• PROVIDED MATERIAL:
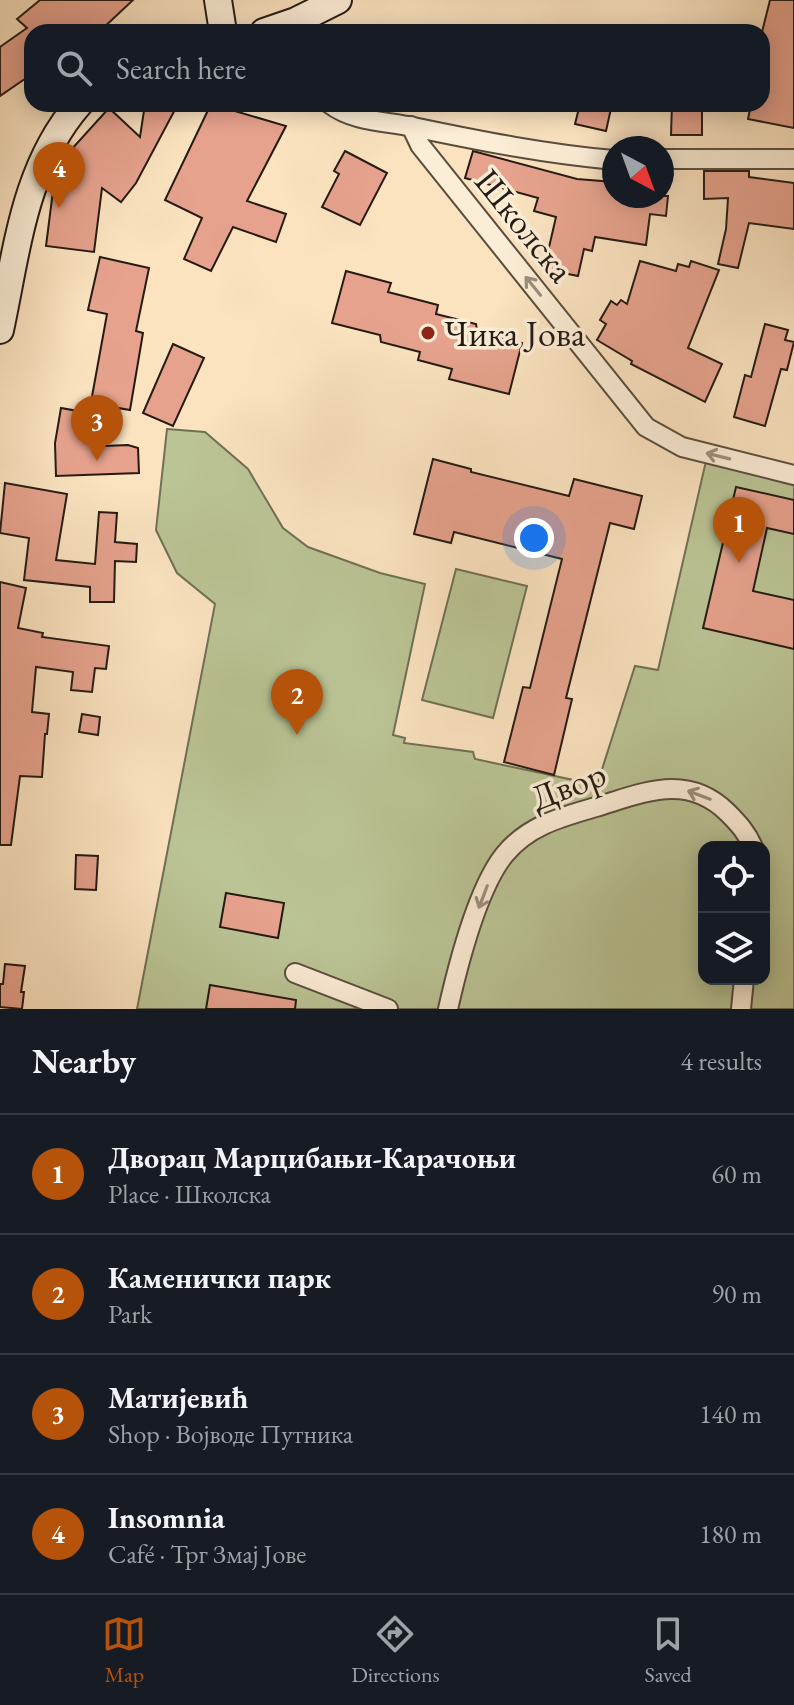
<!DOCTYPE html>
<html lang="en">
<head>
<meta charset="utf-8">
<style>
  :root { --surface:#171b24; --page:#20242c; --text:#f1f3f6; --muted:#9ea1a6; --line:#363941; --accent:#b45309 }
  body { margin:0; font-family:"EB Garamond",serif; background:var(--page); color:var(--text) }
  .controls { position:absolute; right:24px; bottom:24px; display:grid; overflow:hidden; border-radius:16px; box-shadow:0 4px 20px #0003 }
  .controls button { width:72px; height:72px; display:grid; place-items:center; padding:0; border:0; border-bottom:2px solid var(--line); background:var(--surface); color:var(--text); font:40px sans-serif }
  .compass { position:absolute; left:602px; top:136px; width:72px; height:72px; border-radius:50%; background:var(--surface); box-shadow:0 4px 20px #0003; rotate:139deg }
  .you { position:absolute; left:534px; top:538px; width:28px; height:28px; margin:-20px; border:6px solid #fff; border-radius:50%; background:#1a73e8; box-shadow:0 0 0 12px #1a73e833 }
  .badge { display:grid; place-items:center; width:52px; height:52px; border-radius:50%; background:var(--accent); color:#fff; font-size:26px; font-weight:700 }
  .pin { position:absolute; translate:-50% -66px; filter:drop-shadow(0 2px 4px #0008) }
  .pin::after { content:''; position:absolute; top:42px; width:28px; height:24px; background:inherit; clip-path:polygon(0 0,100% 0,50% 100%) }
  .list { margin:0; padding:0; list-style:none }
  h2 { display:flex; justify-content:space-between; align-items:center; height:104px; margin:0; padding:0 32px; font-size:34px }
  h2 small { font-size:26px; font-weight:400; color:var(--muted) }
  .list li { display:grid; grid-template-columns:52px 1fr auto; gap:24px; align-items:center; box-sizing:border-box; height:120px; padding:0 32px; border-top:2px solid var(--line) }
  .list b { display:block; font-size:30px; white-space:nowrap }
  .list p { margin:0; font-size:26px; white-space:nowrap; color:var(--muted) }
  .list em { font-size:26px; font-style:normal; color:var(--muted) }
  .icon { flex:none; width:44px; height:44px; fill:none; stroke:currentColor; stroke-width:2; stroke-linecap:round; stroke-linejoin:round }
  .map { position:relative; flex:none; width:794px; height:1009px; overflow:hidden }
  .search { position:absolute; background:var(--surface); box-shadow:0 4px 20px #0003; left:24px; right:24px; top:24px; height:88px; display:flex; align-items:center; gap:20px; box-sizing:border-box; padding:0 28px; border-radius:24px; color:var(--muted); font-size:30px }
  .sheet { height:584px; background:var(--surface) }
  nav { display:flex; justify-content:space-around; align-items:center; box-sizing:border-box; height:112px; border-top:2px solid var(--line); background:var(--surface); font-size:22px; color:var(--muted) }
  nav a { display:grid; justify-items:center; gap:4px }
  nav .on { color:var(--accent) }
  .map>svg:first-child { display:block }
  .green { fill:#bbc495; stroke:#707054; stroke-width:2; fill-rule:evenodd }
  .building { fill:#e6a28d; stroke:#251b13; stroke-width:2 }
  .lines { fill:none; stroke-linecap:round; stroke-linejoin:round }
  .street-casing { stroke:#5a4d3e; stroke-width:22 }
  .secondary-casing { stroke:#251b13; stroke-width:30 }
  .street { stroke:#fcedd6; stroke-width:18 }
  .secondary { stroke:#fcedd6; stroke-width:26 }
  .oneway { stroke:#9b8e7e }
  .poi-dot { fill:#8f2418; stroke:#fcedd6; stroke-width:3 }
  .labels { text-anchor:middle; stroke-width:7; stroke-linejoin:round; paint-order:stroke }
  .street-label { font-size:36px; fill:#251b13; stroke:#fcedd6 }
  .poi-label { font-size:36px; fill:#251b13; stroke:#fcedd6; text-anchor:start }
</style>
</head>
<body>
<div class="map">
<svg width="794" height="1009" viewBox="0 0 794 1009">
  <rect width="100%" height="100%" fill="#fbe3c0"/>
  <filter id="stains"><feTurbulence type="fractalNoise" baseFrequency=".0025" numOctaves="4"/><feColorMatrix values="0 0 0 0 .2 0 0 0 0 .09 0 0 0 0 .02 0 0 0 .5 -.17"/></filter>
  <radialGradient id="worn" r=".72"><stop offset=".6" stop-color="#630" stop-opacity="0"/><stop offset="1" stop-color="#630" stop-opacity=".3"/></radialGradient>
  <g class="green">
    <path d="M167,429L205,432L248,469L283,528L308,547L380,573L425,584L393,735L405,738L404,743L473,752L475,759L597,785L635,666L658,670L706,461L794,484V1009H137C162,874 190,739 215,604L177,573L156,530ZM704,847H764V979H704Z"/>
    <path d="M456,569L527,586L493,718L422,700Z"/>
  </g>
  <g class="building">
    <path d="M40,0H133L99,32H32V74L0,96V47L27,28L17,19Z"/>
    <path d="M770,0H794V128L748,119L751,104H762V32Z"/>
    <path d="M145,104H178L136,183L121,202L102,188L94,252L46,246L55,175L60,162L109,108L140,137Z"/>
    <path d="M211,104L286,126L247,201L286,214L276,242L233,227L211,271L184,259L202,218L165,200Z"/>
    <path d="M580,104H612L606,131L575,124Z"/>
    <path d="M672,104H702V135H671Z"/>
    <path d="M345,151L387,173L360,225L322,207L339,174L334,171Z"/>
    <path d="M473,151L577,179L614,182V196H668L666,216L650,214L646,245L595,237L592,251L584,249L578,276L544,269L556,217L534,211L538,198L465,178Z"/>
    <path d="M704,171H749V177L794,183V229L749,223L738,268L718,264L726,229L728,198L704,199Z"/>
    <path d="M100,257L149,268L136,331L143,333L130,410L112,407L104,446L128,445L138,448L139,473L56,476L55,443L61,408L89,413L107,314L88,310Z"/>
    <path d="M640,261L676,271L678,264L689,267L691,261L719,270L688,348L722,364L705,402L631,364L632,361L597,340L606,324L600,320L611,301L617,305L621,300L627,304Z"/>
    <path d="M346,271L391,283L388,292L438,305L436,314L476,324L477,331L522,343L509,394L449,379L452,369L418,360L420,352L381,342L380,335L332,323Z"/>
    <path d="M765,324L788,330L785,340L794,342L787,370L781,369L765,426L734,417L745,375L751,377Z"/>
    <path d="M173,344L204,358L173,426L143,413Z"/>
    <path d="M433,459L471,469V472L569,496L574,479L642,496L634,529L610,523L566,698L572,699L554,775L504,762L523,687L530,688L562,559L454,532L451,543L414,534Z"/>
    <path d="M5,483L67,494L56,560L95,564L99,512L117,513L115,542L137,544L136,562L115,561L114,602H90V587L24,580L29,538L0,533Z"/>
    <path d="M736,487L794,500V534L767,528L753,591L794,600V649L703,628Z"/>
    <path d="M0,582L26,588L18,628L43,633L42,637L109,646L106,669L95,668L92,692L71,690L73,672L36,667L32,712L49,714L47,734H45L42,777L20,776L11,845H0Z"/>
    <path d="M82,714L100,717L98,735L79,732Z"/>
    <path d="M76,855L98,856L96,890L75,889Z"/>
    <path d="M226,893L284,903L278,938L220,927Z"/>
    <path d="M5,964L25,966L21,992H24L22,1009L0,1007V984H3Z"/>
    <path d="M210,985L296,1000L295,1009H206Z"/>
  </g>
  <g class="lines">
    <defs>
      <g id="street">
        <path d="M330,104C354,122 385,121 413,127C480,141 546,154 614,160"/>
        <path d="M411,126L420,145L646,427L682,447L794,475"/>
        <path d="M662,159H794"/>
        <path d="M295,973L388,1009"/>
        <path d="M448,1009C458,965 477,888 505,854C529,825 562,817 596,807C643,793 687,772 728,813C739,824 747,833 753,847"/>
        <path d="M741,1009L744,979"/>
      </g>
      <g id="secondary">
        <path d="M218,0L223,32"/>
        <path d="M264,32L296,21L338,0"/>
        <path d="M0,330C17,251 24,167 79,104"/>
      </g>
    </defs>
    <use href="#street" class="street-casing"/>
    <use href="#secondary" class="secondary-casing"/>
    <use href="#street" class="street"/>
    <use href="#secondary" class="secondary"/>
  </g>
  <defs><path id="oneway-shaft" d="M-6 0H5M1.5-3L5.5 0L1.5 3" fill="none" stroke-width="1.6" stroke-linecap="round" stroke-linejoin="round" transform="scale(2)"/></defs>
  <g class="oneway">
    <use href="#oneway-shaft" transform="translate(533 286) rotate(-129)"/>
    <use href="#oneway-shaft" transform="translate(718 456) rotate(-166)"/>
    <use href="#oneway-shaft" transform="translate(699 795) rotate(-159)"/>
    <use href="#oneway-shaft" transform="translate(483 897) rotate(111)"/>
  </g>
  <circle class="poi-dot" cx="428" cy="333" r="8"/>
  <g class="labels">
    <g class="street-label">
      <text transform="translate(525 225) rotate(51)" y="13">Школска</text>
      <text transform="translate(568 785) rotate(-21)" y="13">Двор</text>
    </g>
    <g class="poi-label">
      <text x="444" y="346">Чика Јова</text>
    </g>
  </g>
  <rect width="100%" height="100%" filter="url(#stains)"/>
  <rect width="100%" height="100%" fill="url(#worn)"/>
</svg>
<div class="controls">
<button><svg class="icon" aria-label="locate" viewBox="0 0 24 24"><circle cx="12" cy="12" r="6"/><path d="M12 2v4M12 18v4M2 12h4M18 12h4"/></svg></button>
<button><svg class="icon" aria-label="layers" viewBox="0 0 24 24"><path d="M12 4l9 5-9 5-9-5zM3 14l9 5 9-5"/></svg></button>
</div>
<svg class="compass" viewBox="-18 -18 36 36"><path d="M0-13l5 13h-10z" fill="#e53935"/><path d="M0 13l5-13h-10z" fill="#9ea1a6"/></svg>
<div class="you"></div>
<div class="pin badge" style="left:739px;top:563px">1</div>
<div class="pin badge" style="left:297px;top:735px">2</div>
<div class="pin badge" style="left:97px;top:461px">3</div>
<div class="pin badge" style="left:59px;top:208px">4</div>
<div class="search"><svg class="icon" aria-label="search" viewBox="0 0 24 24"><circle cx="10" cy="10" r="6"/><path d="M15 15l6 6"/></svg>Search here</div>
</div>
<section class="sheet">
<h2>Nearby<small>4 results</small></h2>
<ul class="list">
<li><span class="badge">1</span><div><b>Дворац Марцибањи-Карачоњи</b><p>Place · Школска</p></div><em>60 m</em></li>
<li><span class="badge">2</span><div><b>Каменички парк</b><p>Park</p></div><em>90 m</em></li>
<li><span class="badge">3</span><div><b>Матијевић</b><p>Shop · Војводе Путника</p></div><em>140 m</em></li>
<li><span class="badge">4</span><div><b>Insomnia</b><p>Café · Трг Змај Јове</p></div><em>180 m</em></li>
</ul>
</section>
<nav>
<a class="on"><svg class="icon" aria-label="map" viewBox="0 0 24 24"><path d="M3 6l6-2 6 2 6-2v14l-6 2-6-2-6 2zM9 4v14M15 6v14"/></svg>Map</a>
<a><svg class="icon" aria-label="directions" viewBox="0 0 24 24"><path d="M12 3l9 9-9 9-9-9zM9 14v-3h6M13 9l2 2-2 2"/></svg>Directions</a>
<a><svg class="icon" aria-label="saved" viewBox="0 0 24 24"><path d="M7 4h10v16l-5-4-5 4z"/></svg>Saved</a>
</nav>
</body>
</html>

• WORK REQUIRED: Leave out the pictures and restate, word for word, the lines from the top of the data through the line containing "position:absolute; left:602px; top:136px;", both included.

• SOLUTION FOR THIS TASK:
<!DOCTYPE html>
<html lang="en">
<head>
<meta charset="utf-8">
<style>
  :root { --surface:#171b24; --page:#20242c; --text:#f1f3f6; --muted:#9ea1a6; --line:#363941; --accent:#b45309 }
  body { margin:0; font-family:"EB Garamond",serif; background:var(--page); color:var(--text) }
  .controls { position:absolute; right:24px; bottom:24px; display:grid; overflow:hidden; border-radius:16px; box-shadow:0 4px 20px #0003 }
  .controls button { width:72px; height:72px; display:grid; place-items:center; padding:0; border:0; border-bottom:2px solid var(--line); background:var(--surface); color:var(--text); font:40px sans-serif }
  .compass { position:absolute; left:602px; top:136px; width:72px; height:72px; border-radius:50%; background:var(--surface); box-shadow:0 4px 20px #0003; rotate:139deg }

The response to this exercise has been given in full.